Hunger and Thirst

Blessed are those who hunger and thirst after righteousness for they shall see God.Matthew 5:6

I have experienced moments in my life where I have felt hunger and thirst. Depending upon the circumstances the severity of those needs was quite different. But in each situation, my focus and desire were fully on filling that hunger and quenching that thirst.

It is the same in my spiritual life. For me it is easier to keep my focus and seek the Lord during times of want and need. When there is nothing else that I can try or do except turn to Him. I do not enjoy those times when God allows circumstances to force my focus back to Him.

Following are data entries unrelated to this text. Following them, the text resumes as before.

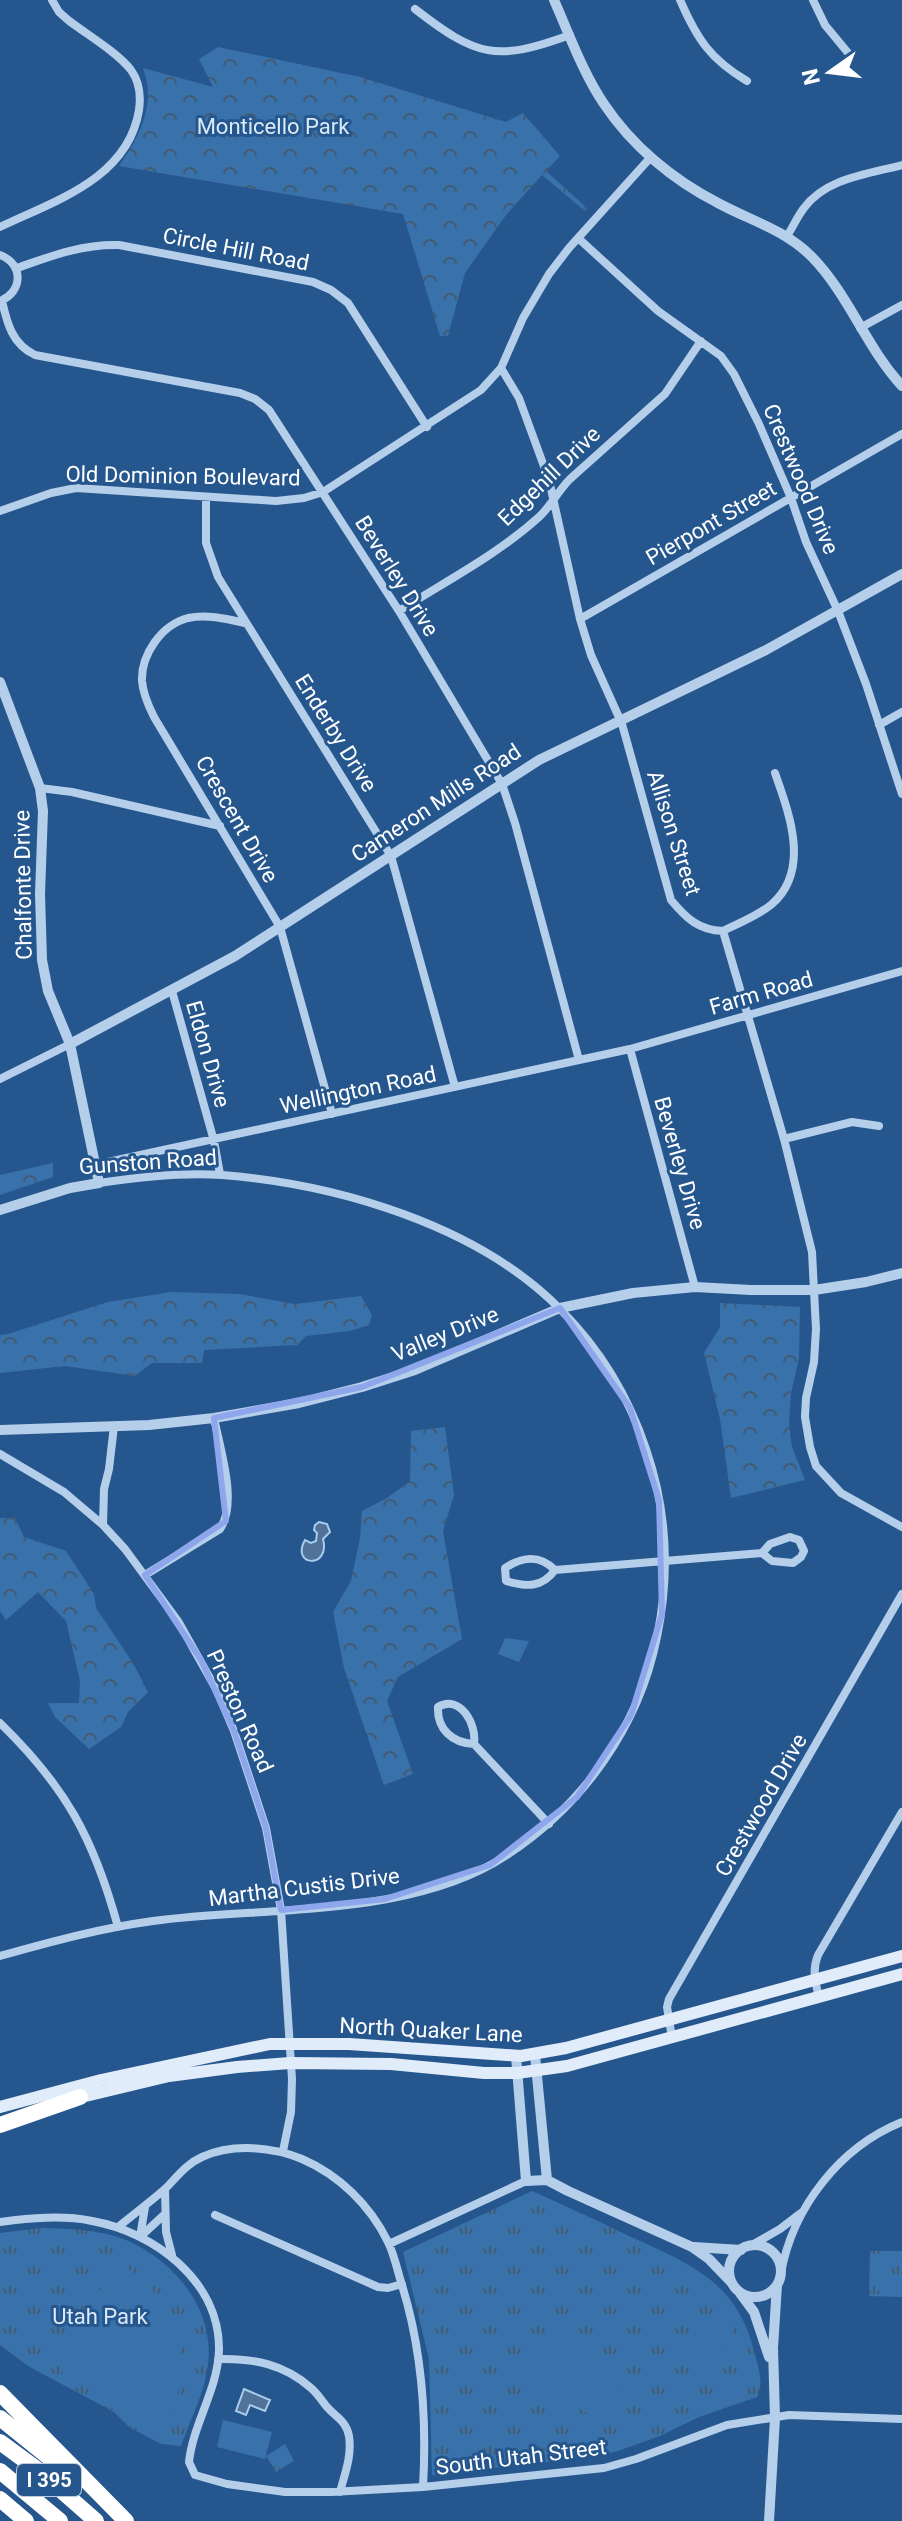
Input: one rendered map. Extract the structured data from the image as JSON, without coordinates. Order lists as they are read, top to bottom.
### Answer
{
  "streets": {
    "highway": ["I 395"],
    "main road": ["North Quaker Lane"],
    "street": [
      "Circle Hill Road",
      "Old Dominion Boulevard",
      "Edgehill Drive",
      "Crestwood Drive",
      "Pierpont Street",
      "Beverley Drive",
      "Enderby Drive",
      "Cameron Mills Road",
      "Crescent Drive",
      "Allison Street",
      "Chalfonte Drive",
      "Farm Road",
      "Eldon Drive",
      "Wellington Road",
      "Gunston Road",
      "Valley Drive",
      "Preston Road",
      "Martha Custis Drive",
      "South Utah Street"
    ]
  },
  "crossings": [
    ["Circle Hill Road", "Old Dominion Boulevard"],
    ["Old Dominion Boulevard", "Crestwood Drive"],
    ["Old Dominion Boulevard", "Beverley Drive"],
    ["Old Dominion Boulevard", "Enderby Drive"],
    ["Old Dominion Boulevard", "Allison Street"],
    ["Edgehill Drive", "Crestwood Drive"],
    ["Edgehill Drive", "Beverley Drive"],
    ["Edgehill Drive", "Allison Street"],
    ["Crestwood Drive", "Pierpont Street"],
    ["Crestwood Drive", "Cameron Mills Road"],
    ["Crestwood Drive", "North Quaker Lane"],
    ["Pierpont Street", "Allison Street"],
    ["Beverley Drive", "Cameron Mills Road"],
    ["Beverley Drive", "Farm Road"],
    ["Beverley Drive", "Wellington Road"],
    ["Beverley Drive", "Valley Drive"],
    ["Enderby Drive", "Cameron Mills Road"],
    ["Enderby Drive", "Crescent Drive"],
    ["Enderby Drive", "Wellington Road"],
    ["Cameron Mills Road", "Crescent Drive"],
    ["Cameron Mills Road", "Allison Street"],
    ["Cameron Mills Road", "Chalfonte Drive"],
    ["Cameron Mills Road", "Eldon Drive"],
    ["Crescent Drive", "Wellington Road"],
    ["Chalfonte Drive", "Wellington Road"],
    ["Chalfonte Drive", "Gunston Road"],
    ["Farm Road", "Wellington Road"],
    ["Eldon Drive", "Wellington Road"],
    ["Eldon Drive", "Gunston Road"],
    ["Gunston Road", "Valley Drive"],
    ["Gunston Road", "Martha Custis Drive"],
    ["Valley Drive", "Martha Custis Drive"],
    ["Preston Road", "Martha Custis Drive"],
    ["Preston Road", "North Quaker Lane"]
  ],
  "parks": ["Monticello Park", "Utah Park"],
  "north": "left"
}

I love a good meal – the anticipation of a perfectly balanced dining experience with all the smells and flavors that fulfill my expectations. Sometimes when I know a favorite dinner is coming, I do not eat leading up to that meal all day. Why? I want to leave as much room for the food I really love. A statement uttered by countless moms comes to mind, “don’t fill up on junk or you will ruin your appetite for dinner”. By filling up on snacks or junk I would not be able to fully enjoy the meal that was planned or the things that my body truly needed.

Do I do that in my own spiritual life? Is the reason I do not hunger and thirst after God is because I have ruined my appetite for Him by filling up on things of the world. I cannot develop a “taste” for the things of God when all I am seeking out are wordly things to fill that hunger and thirst that He created within me. Food and water are just as crucial to my physical health as spiritual food and water are to my spiritual health. Jesus can and will fulfill the hunger and thirst within me when I seek Him. Jesus tells us in His Word that He is the Bread of Life, (John 6:35) and the Living Water (John 7:37b).

We were made to be filled by Him. He alone should be what I seek to satisfy my deepest longings and needs. My prayer is to have the heart of King David that he described in Psalm 42:1,

“As the deer pants for the water, so my soul pants after You, oh God”.